Sard, Nicholas M. et al. (2019), Data from: Comparison of fish detections, community diversity, and relative abundance using environmental DNA metabarcoding and traditional gears, Dryad, Dataset, https://doi.org/10.5061/dryad.08kprr4xn

Abstract

Background

Detecting species at low abundance, including aquatic invasive species (AIS), is critical for making informed management decisions. Environmental DNA (eDNA) methods have become a powerful tool for rare or cryptic species detection; however, many eDNA assays offer limited utility for community‐level analyses due to their use of species‐specific (presence/absence) ‘barcodes’. Metabarcoding methods provide information on entire communities based on sequencing of all taxon‐specific barcodes within an eDNA sample.

Aims

Evaluate measures of fish species detections, community diversity, and estimates of relative abundance based on eDNA metabarcoding and traditional fisheries sampling approaches in the context of fish community characterization and AIS survellience.

Materials and Methods

In 2016, eight limnologically diverse lakes (surface area range: 13 – 1,728 ha) in Michigan, USA were sampled using a variety of traditional fisheries gears to characterize fish community composition.
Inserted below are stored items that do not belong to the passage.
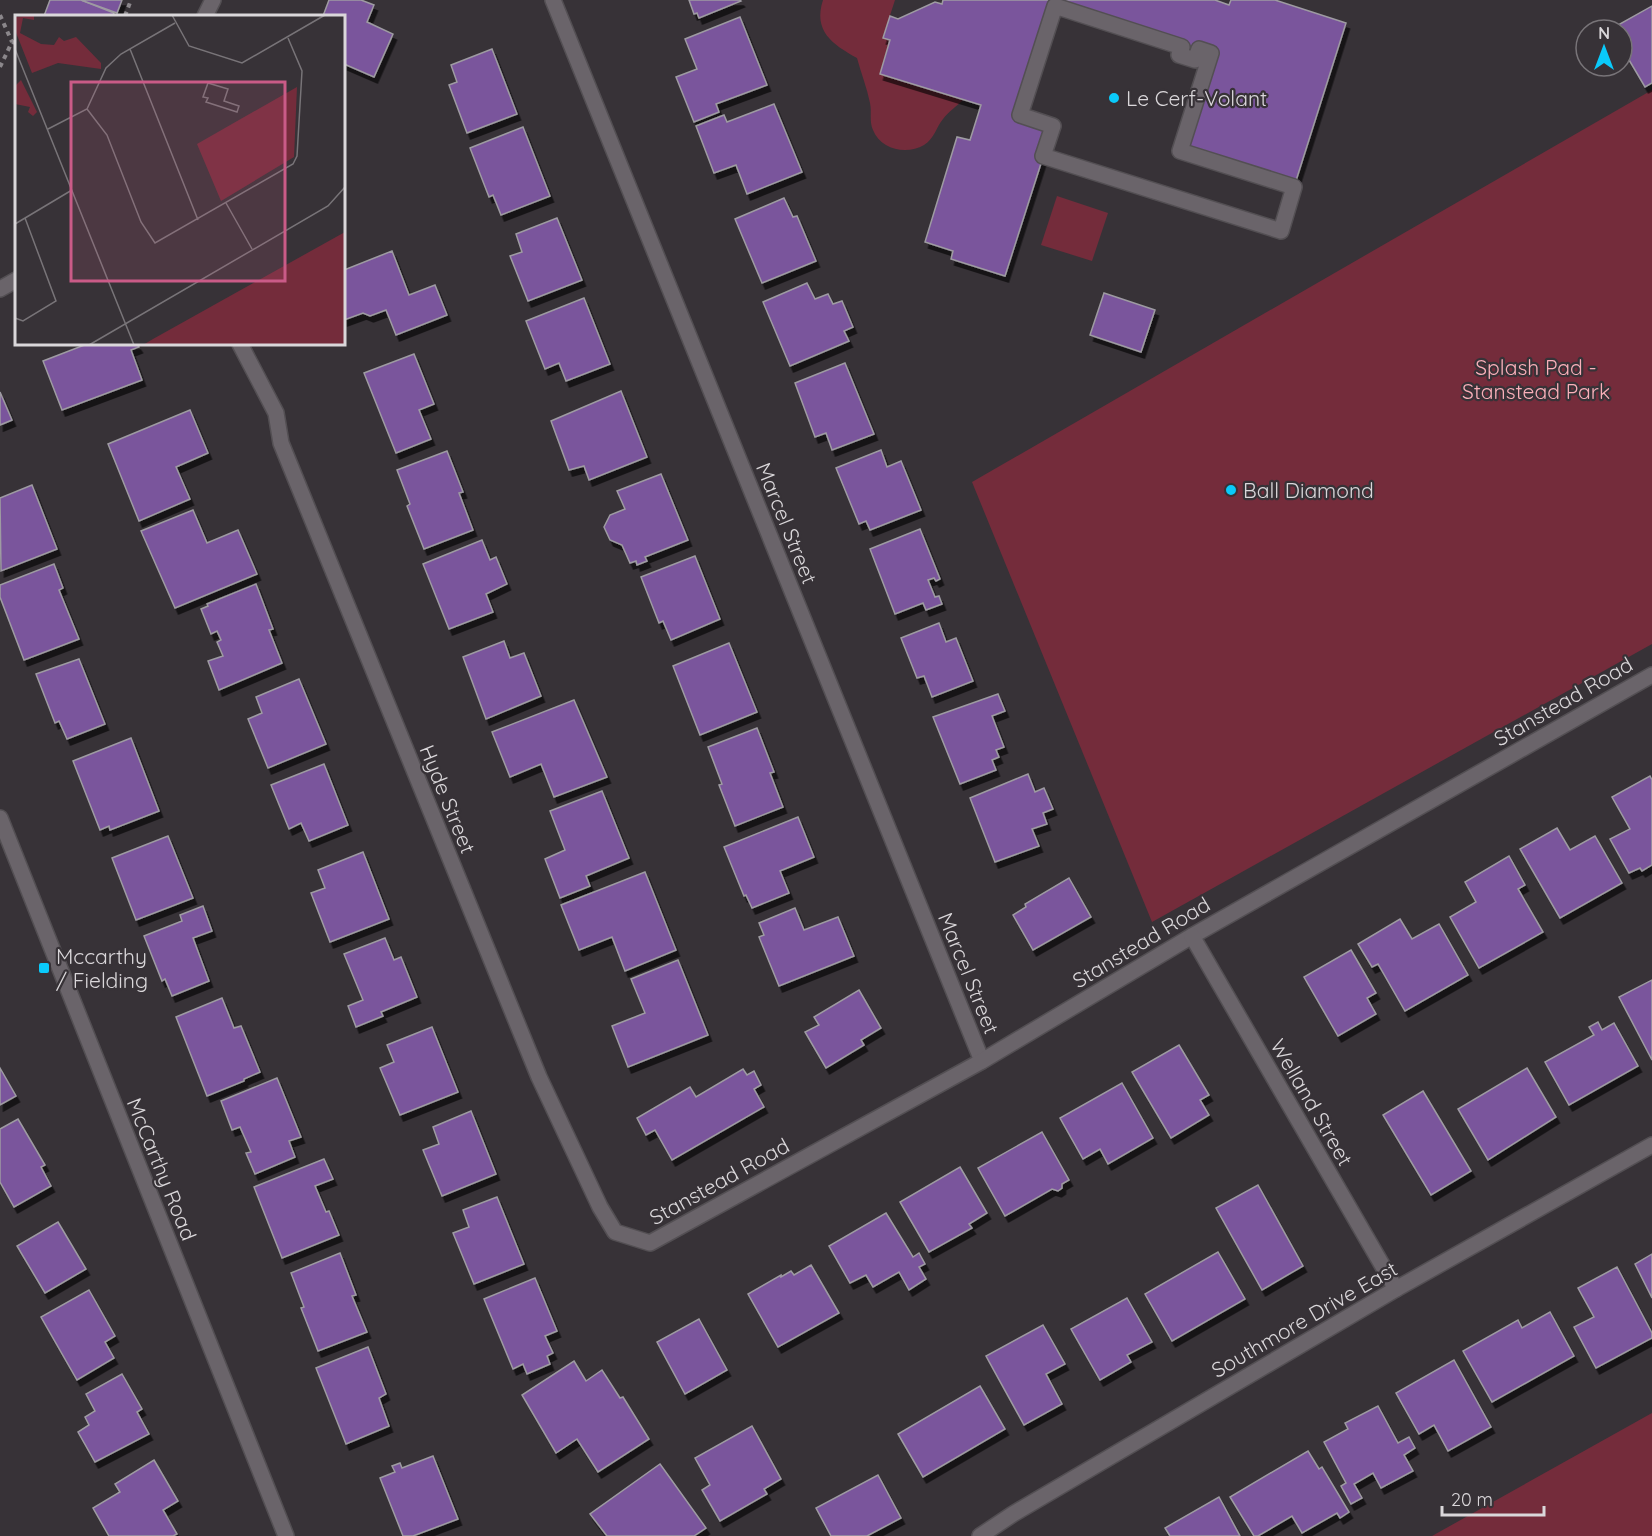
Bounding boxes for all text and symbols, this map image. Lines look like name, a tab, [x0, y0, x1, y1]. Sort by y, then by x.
inset map	[15, 15, 345, 345]
north arrow	[1574, 18, 1634, 78]
text: N	[1598, 23, 1610, 43]
place label: Le Cerf-Volant	[1126, 85, 1267, 111]
marker: Le Cerf-Volant	[1107, 91, 1121, 105]
park label: Splash Pad - Stanstead Park	[1462, 354, 1610, 404]
street label: Marcel Street	[751, 459, 823, 587]
place label: Ball Diamond	[1243, 477, 1374, 503]
marker: Ball Diamond	[1224, 483, 1238, 497]
street label: Stanstead Road	[1489, 651, 1637, 751]
street label: Hyde Street	[414, 741, 482, 857]
street label: Stanstead Road	[1067, 891, 1215, 993]
street label: Marcel Street	[933, 909, 1005, 1037]
place label: Mccarthy / Fielding	[56, 943, 148, 993]
marker: Mccarthy / Fielding	[37, 961, 51, 975]
street label: Welland Street	[1265, 1034, 1359, 1170]
street label: McCarthy Road	[122, 1094, 202, 1244]
street label: Stanstead Road	[645, 1132, 793, 1230]
street label: Southmore Drive East	[1206, 1255, 1402, 1383]
scale bar	[1442, 1479, 1544, 1517]
text: 20 m	[1451, 1488, 1493, 1511]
Environmental DNAs from surface (33 ± 6, mean ± 1 SD) and benthic (14 ± 2) water samples from each lake were isolated and amplified for two metabarcoding markers (mitochondrial 12S and 16S rDNA loci) using fish‐specific primers. Fish species detected within each lake were determined by comparing the sequencing data to a database of sequences from native Michigan fish species and 19 AIS on the Michigan's Watch List.

Results

Analysis of species accumulation curves indicated multi‐locus eDNA metabarcoding assays can enhance species detection capacities and characterize 95% of a fish community in fewer sampling efforts than traditional gear (range: 2 – 62, median: 14). In addition, all AIS detected in traditional gear samples were also detected by eDNA, while some AIS detected by eDNA assays were absent from traditional gear samples.

Discussion

Results reported here are, in part, driven by the lack of species‐selectivity during eDNA sampling events. Given the efficacy of eDNA assays, we suggest multi‐locus eDNA metabarcoding assays be implemented in early detection efforts.

Methods

We compared measures of fish species detections, community diversity, and estimates of relative abundance based on eDNA metabarcoding and traditional fisheries sampling approaches.